Lecture 6 (Combining Data)
Resources
You can find examples and motivation in the resources.
Summary
In this lecture, we are discussing joins. Joining tables allow us to combine different sources of data into a single dataframe. As a data scientist, you will this happens more often than not. As mentioned previously, data is never nice and in the form we want to work with, in most cases it is scattered over multiple data sources, for instance, databases, the internet, experimental data etc. Joining enables us to combine many datasets into a single one.
Joins
Join is the operation of combining different tables into a single table. There are many different types of joins that are relevant an each has the effect of mutating the table to increase or decrease the number of variables in the final table. The 4 most common merges we will encounter are left join
, right join
, inner join
and outer join
each serving a distinct rule for combining the tables. The following image illustrates these operations.

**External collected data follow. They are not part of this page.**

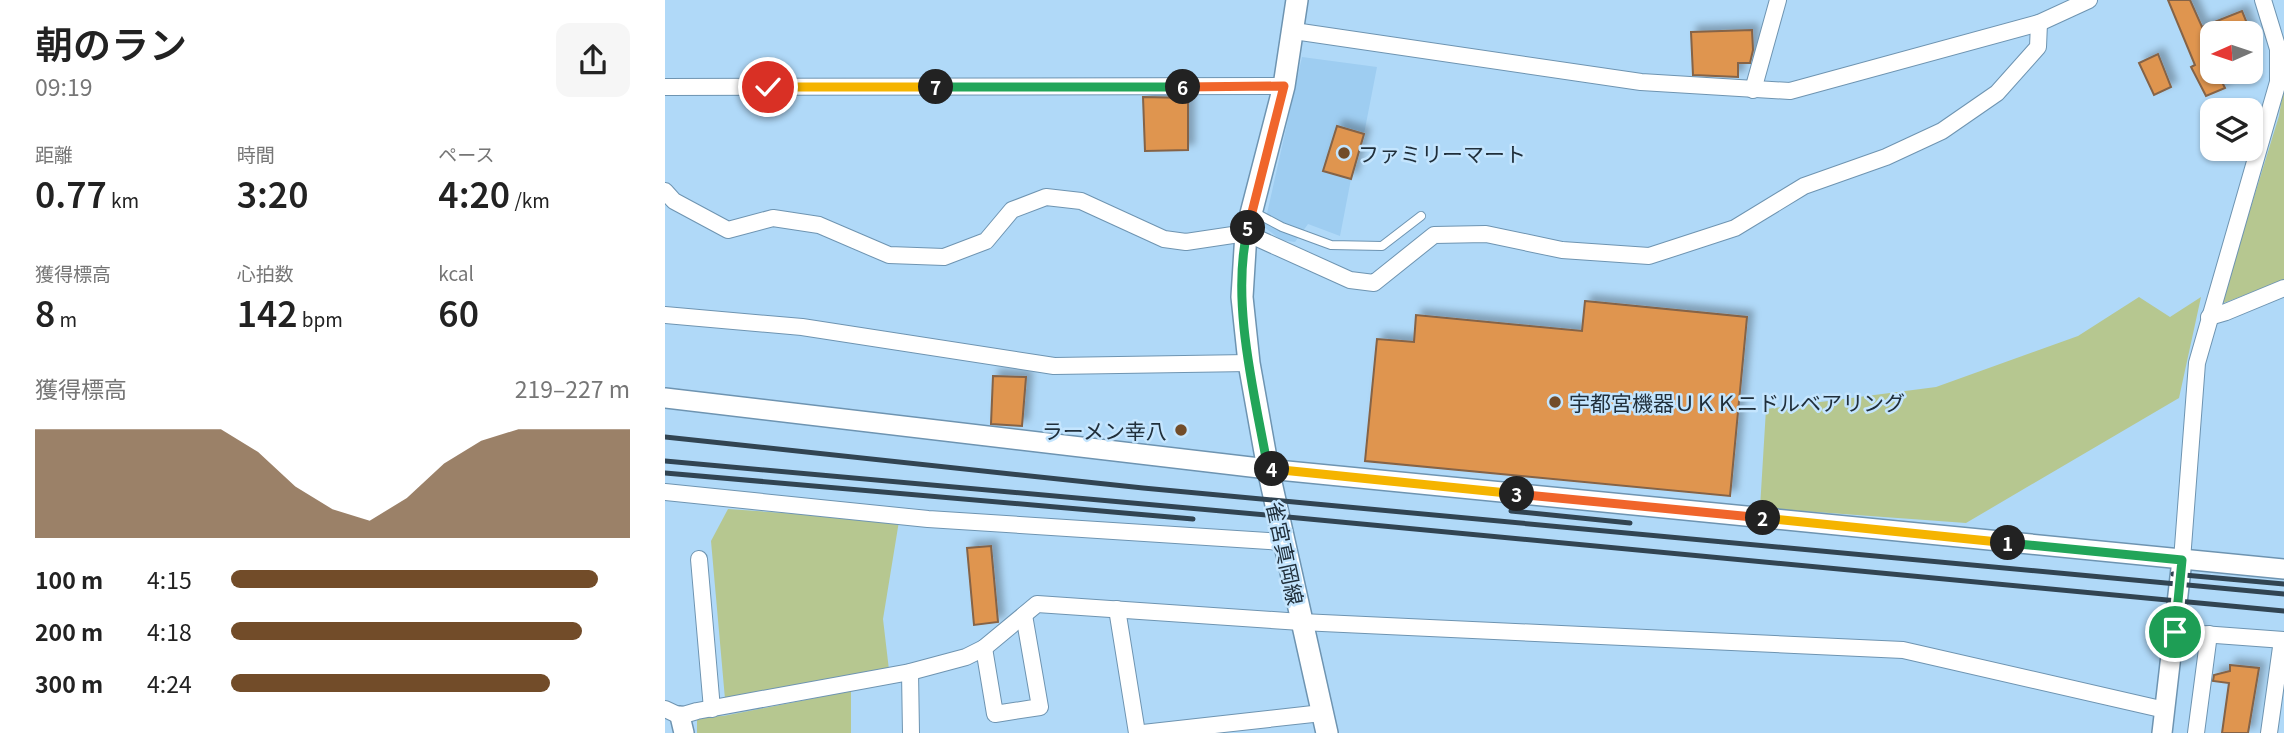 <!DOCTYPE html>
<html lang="ja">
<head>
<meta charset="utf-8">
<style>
	:root { --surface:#fff; --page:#f6f6f6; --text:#222; --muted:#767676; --accent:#724c29 }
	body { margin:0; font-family:Georgia,"Noto Sans JP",serif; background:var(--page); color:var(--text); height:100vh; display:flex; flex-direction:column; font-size:26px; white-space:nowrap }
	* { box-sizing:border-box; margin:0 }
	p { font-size:23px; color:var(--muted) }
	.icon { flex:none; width:38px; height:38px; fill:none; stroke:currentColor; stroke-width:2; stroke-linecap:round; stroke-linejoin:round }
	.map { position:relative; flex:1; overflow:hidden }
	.drawer { display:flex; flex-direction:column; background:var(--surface); width:665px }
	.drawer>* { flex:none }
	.needle { width:46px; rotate:267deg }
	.tools { position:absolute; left:1535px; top:21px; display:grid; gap:14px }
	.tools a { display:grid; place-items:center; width:63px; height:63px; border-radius:14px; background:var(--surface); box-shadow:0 2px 5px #0004; font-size:35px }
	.pin { position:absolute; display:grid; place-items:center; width:60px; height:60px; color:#fff; margin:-30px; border:4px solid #fff; border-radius:50%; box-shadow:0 2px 7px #0007 }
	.km { position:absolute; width:35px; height:35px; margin:-18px; border-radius:50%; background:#222; color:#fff; font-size:19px; line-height:35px; text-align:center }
	.round { display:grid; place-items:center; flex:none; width:74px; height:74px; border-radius:14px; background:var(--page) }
	.overview { display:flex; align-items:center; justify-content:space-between; height:119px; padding:0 35px }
	h1 { font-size:38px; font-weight:600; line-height:52px }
	.figures { display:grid; grid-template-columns:repeat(3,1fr); gap:10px; height:119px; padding:7px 35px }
	.figures div { display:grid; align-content:center }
	.figures b { font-size:35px; font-weight:600 }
	.figures small { font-size:19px; font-weight:400 }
	.figures p { font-size:19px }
	.chart { height:196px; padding:14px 35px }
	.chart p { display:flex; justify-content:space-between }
	.chart svg { width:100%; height:126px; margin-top:7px; fill:var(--accent); opacity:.7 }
	ul { padding:0 35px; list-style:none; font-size:23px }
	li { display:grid; grid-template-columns:112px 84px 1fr; align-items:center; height:52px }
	li i { height:18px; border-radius:9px; background:var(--accent) }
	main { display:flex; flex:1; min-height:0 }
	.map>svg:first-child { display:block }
	.built { fill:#9ecdf1 }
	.green { fill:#b6c790 }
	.building { fill:#df9550; stroke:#856346; stroke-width:2; filter:url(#shadow) }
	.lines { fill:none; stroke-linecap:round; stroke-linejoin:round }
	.service-casing { stroke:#6e94b1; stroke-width:10 }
	.minor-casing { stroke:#6e94b1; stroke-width:18 }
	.tertiary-casing { stroke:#6e94b1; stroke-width:22 }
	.secondary-casing { stroke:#6e94b1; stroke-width:24 }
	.service { stroke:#fff; stroke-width:8 }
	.minor { stroke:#fff; stroke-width:16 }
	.tertiary { stroke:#fff; stroke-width:19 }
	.secondary { stroke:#fff; stroke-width:21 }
	.rail { stroke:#314452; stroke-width:5 }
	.split-1-casing { stroke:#fff; stroke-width:14 }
	.split-2-casing { stroke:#fff; stroke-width:14 }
	.split-3-casing { stroke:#fff; stroke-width:14 }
	.split-4-casing { stroke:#fff; stroke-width:14 }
	.split-5-casing { stroke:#fff; stroke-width:14 }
	.split-6-casing { stroke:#fff; stroke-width:14 }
	.split-7-casing { stroke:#fff; stroke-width:14 }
	.split-8-casing { stroke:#fff; stroke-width:14 }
	.split-1 { stroke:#22a559; stroke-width:9 }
	.split-2 { stroke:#f5b400; stroke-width:9 }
	.split-3 { stroke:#f0652b; stroke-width:9 }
	.split-4 { stroke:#f5b400; stroke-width:9 }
	.split-5 { stroke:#22a559; stroke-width:9 }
	.split-6 { stroke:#f0652b; stroke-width:9 }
	.split-7 { stroke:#22a559; stroke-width:9 }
	.split-8 { stroke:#f5b400; stroke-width:9 }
	.poi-dot { fill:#724c29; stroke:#c4e5fe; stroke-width:2.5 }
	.labels { text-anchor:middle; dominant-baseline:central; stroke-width:5; stroke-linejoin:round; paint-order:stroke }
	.poi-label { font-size:21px; fill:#202f3b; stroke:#c4e5fe; text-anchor:start }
	.street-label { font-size:21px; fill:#202f3b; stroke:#c4e5fe }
</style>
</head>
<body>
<main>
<section class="drawer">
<div class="overview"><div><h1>朝のラン</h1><p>09:19</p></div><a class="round"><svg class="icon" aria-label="share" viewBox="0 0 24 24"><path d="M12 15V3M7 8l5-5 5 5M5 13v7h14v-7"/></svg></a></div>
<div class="figures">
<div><p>距離</p><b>0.77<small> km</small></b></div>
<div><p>時間</p><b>3:20</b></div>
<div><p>ペース</p><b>4:20<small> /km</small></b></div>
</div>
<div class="figures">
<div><p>獲得標高</p><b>8<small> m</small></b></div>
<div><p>心拍数</p><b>142<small> bpm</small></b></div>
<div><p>kcal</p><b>60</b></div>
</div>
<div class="chart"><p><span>獲得標高</span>219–227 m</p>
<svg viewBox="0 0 160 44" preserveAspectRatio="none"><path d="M0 44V6L10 6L20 6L30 6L40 6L50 6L60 14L70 26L80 34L90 38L100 30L110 18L120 10L130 6L140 6L150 6L160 6V44z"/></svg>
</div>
<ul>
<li><b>100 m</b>4:15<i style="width:92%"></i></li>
<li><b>200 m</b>4:18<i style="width:88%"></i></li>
<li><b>300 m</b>4:24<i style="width:80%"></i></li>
</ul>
</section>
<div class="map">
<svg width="1619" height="733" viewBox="0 0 1619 733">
	<defs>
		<filter id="shadow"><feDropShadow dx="6" dy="-6" stdDeviation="3.5" flood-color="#0004"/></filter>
	</defs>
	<rect width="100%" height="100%" fill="#b0d9f8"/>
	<polygon class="built" points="637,57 712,67 699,134 686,179 675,236 643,224 630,242 616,240 599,227"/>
	<g class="green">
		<polygon points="1619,85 1619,280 1556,304 1614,116"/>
		<polygon points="1474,297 1505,317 1536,297 1514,398 1301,523 1095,508 1101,409 1271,387 1413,336"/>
		<polygon points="63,509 234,521 218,619 224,670 60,699 46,541"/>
		<polygon points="186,691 186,733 32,733 32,717 58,716"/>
	</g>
	<g class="building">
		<polygon points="1503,0 1525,0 1537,27 1577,11 1586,33 1537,33 1547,54 1547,72 1552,72 1560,88 1541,96 1526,67 1530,65"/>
		<polygon points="1087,30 1088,50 1085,63 1073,63 1073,77 1028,75 1026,32"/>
		<polygon points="1493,54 1506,87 1489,95 1474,63"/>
		<polygon points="478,97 523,98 523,150 480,151"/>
		<polygon points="672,126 699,134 686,179 658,171"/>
		<polygon points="920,301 1082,317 1065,496 700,461 712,339 749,342 751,315 917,331"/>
		<polygon points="328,376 361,377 357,426 326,424"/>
		<polygon points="326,546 333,622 309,625 302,548"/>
		<polygon points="1565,665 1594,668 1583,733 1557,733 1564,683 1548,681 1549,675 1565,671"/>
	</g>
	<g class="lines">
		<g class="service-casing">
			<polyline id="service" points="587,211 617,227 666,245 717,246 756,216"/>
		</g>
		<g class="minor-casing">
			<g id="minor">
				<polyline points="629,31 976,82 1125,91 1374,23 1424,0"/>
				<polyline points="0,87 619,86"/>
				<polyline points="1088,90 1113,0"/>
				<polyline points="0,191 9,201 63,230 108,218 154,225 224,255 279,257 321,241 347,210 381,197 416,201 499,239 521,242 581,233 685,280 709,283 769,235 821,234 897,250 984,256 1070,228 1139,186 1221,157 1277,131 1332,93 1373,47 1374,23"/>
				<polyline points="0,315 137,327 389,366 584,363"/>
				<polyline points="1544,317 1561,312 1619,288"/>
				<polyline points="0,492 263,519 618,542"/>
				<polyline points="34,559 47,709"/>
				<polyline points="1517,560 1532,363 1613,82 1613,49 1598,0"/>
				<polyline points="452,609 472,733"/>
				<polyline points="1510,632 1619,640"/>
				<polyline points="319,648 330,714 375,707 359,615"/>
				<polyline points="245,672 246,733"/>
				<polyline points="0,709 15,716 32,711 245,672 301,657 319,648 372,604 636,622 1238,650 1500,710"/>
				<polyline points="478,733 657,713"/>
				<polyline points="1531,733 1544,634"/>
				<polyline points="1604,733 1617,640"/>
			</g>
		</g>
		<g class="tertiary-casing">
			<g id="tertiary">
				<polyline points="0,398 603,469 1619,569"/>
				<polyline points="15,716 19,733"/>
				<polyline points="1497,733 1517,560"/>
			</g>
		</g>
		<g class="secondary-casing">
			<polyline id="secondary" points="632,0 619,86 581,233 577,297 584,363 603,469 662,733"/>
		</g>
		<use href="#service" class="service"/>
		<use href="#minor" class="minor"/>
		<use href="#tertiary" class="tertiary"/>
		<use href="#secondary" class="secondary"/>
		<g class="rail">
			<polyline points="0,437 478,488 1619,594"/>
			<polyline points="0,461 612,516 1619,611"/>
			<polyline points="0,473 528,519"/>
			<polyline points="846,511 965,523"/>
			<polyline points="1508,574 1619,584"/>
		</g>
	</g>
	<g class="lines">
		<g class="split-1-casing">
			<polyline id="split-1" points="1343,543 1517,560 1510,632"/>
		</g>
		<g class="split-2-casing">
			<polyline id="split-2" points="1098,518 1343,543"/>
		</g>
		<g class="split-3-casing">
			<polyline id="split-3" points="852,494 1098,518"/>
		</g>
		<g class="split-4-casing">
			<polyline id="split-4" points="607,469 852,494"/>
		</g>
		<g class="split-5-casing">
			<path id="split-5" d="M 583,228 C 565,300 590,396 603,469 L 607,469"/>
		</g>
		<g class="split-6-casing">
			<polyline id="split-6" points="518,87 619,86 583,228"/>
		</g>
		<g class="split-7-casing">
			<polyline id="split-7" points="271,87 518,87"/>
		</g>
		<g class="split-8-casing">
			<polyline id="split-8" points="103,87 271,87"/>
		</g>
		<use href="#split-1" class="split-1"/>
		<use href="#split-2" class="split-2"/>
		<use href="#split-3" class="split-3"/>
		<use href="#split-4" class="split-4"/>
		<use href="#split-5" class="split-5"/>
		<use href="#split-6" class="split-6"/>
		<use href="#split-7" class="split-7"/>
		<use href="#split-8" class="split-8"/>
	</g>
	<g class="poi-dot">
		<circle cx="679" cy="153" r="7"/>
		<circle cx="890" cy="402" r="7"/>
		<circle cx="516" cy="430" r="7"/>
	</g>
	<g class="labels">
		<g class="poi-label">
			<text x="693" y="153">ファミリーマート</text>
			<text x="904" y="402">宇都宮機器ＵＫＫニドルベアリング</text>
			<text x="502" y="430" text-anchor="end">ラーメン幸八</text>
		</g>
		<g class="street-label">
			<text transform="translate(621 553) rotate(78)">雀宮真岡線</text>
		</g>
	</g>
</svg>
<div class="tools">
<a><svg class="needle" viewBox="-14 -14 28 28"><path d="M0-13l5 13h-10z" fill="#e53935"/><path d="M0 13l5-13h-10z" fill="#767676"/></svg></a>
<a><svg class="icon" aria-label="layers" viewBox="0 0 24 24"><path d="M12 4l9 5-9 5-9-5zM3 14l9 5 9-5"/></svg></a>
</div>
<div class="pin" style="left:1510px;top:632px;background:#1e9e55"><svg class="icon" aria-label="arrive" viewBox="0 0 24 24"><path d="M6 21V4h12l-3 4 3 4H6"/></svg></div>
<div class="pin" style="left:103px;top:87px;background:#d93025"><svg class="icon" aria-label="check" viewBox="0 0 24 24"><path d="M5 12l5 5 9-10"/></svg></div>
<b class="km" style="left:1343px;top:543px">1</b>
<b class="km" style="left:1098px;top:518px">2</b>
<b class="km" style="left:852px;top:494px">3</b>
<b class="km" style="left:607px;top:469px">4</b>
<b class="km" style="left:583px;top:228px">5</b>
<b class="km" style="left:518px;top:87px">6</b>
<b class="km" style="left:271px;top:87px">7</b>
</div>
</main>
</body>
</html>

Image from: https://www.alphacodingskills.com/sql/img/sql-join.PNG
Here, we are always working refereing to combining two tables. In the case where there are many more tables to be combined, we can split it up into combining two tables at a time.
The most common way to work is to iteratively expand a dataset by combining other datasets. That is why, we will work left join
a lot. Nevertheless, combining the other methods enable us to create more complex combinations of datasets.
Learning how to join tables naturally allows us to work with SQL type databases. Joins are essential, when working SQL, since storing data efficently involves splitting data up into different tables in a certain way. We will discuss more about this in the comming lecture.